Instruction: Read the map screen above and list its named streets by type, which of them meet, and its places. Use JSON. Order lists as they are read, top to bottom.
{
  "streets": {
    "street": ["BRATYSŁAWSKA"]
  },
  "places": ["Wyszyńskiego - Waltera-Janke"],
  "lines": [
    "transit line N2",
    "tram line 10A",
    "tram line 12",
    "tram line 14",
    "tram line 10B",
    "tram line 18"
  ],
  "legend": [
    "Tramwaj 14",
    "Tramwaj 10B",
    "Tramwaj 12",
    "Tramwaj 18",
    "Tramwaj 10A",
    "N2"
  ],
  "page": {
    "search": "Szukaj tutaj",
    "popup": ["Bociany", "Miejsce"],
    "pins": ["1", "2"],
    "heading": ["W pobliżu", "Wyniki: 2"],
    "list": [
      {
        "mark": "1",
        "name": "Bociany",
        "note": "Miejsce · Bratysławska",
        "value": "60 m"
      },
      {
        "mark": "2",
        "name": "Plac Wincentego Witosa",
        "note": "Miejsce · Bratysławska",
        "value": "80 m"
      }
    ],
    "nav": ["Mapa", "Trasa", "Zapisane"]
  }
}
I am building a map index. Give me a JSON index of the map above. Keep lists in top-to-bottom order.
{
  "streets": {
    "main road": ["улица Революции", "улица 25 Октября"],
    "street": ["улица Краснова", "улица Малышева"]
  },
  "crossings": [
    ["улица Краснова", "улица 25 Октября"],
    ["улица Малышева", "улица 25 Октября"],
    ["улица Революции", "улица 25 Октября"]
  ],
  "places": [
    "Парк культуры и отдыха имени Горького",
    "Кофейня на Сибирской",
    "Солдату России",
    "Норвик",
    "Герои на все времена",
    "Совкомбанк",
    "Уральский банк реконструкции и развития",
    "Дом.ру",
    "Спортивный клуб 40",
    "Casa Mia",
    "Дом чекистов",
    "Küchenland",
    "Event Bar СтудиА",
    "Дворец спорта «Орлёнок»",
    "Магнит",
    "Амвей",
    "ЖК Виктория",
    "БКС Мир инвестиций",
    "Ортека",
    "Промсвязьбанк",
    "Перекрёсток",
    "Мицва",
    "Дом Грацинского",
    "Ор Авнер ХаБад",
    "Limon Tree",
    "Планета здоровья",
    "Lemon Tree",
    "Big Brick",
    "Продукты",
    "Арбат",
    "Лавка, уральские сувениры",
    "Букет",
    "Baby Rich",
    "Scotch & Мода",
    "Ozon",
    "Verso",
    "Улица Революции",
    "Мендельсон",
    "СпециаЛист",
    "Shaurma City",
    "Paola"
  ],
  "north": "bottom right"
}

------------------------------------------------

Could you return the data above exactly as it stands?

Instruction: Read the map screen above and list its named streets by type, which of them meet, and its places. Use JSON. Order lists as they are read, top to bottom.
{
  "streets": {
    "street": ["BRATYSŁAWSKA"]
  },
  "places": ["Wyszyńskiego - Waltera-Janke"],
  "lines": [
    "transit line N2",
    "tram line 10A",
    "tram line 12",
    "tram line 14",
    "tram line 10B",
    "tram line 18"
  ],
  "legend": [
    "Tramwaj 14",
    "Tramwaj 10B",
    "Tramwaj 12",
    "Tramwaj 18",
    "Tramwaj 10A",
    "N2"
  ],
  "page": {
    "search": "Szukaj tutaj",
    "popup": ["Bociany", "Miejsce"],
    "pins": ["1", "2"],
    "heading": ["W pobliżu", "Wyniki: 2"],
    "list": [
      {
        "mark": "1",
        "name": "Bociany",
        "note": "Miejsce · Bratysławska",
        "value": "60 m"
      },
      {
        "mark": "2",
        "name": "Plac Wincentego Witosa",
        "note": "Miejsce · Bratysławska",
        "value": "80 m"
      }
    ],
    "nav": ["Mapa", "Trasa", "Zapisane"]
  }
}
I am building a map index. Give me a JSON index of the map above. Keep lists in top-to-bottom order.
{
  "streets": {
    "main road": ["улица Революции", "улица 25 Октября"],
    "street": ["улица Краснова", "улица Малышева"]
  },
  "crossings": [
    ["улица Краснова", "улица 25 Октября"],
    ["улица Малышева", "улица 25 Октября"],
    ["улица Революции", "улица 25 Октября"]
  ],
  "places": [
    "Парк культуры и отдыха имени Горького",
    "Кофейня на Сибирской",
    "Солдату России",
    "Норвик",
    "Герои на все времена",
    "Совкомбанк",
    "Уральский банк реконструкции и развития",
    "Дом.ру",
    "Спортивный клуб 40",
    "Casa Mia",
    "Дом чекистов",
    "Küchenland",
    "Event Bar СтудиА",
    "Дворец спорта «Орлёнок»",
    "Магнит",
    "Амвей",
    "ЖК Виктория",
    "БКС Мир инвестиций",
    "Ортека",
    "Промсвязьбанк",
    "Перекрёсток",
    "Мицва",
    "Дом Грацинского",
    "Ор Авнер ХаБад",
    "Limon Tree",
    "Планета здоровья",
    "Lemon Tree",
    "Big Brick",
    "Продукты",
    "Арбат",
    "Лавка, уральские сувениры",
    "Букет",
    "Baby Rich",
    "Scotch & Мода",
    "Ozon",
    "Verso",
    "Улица Революции",
    "Мендельсон",
    "СпециаЛист",
    "Shaurma City",
    "Paola"
  ],
  "north": "bottom right"
}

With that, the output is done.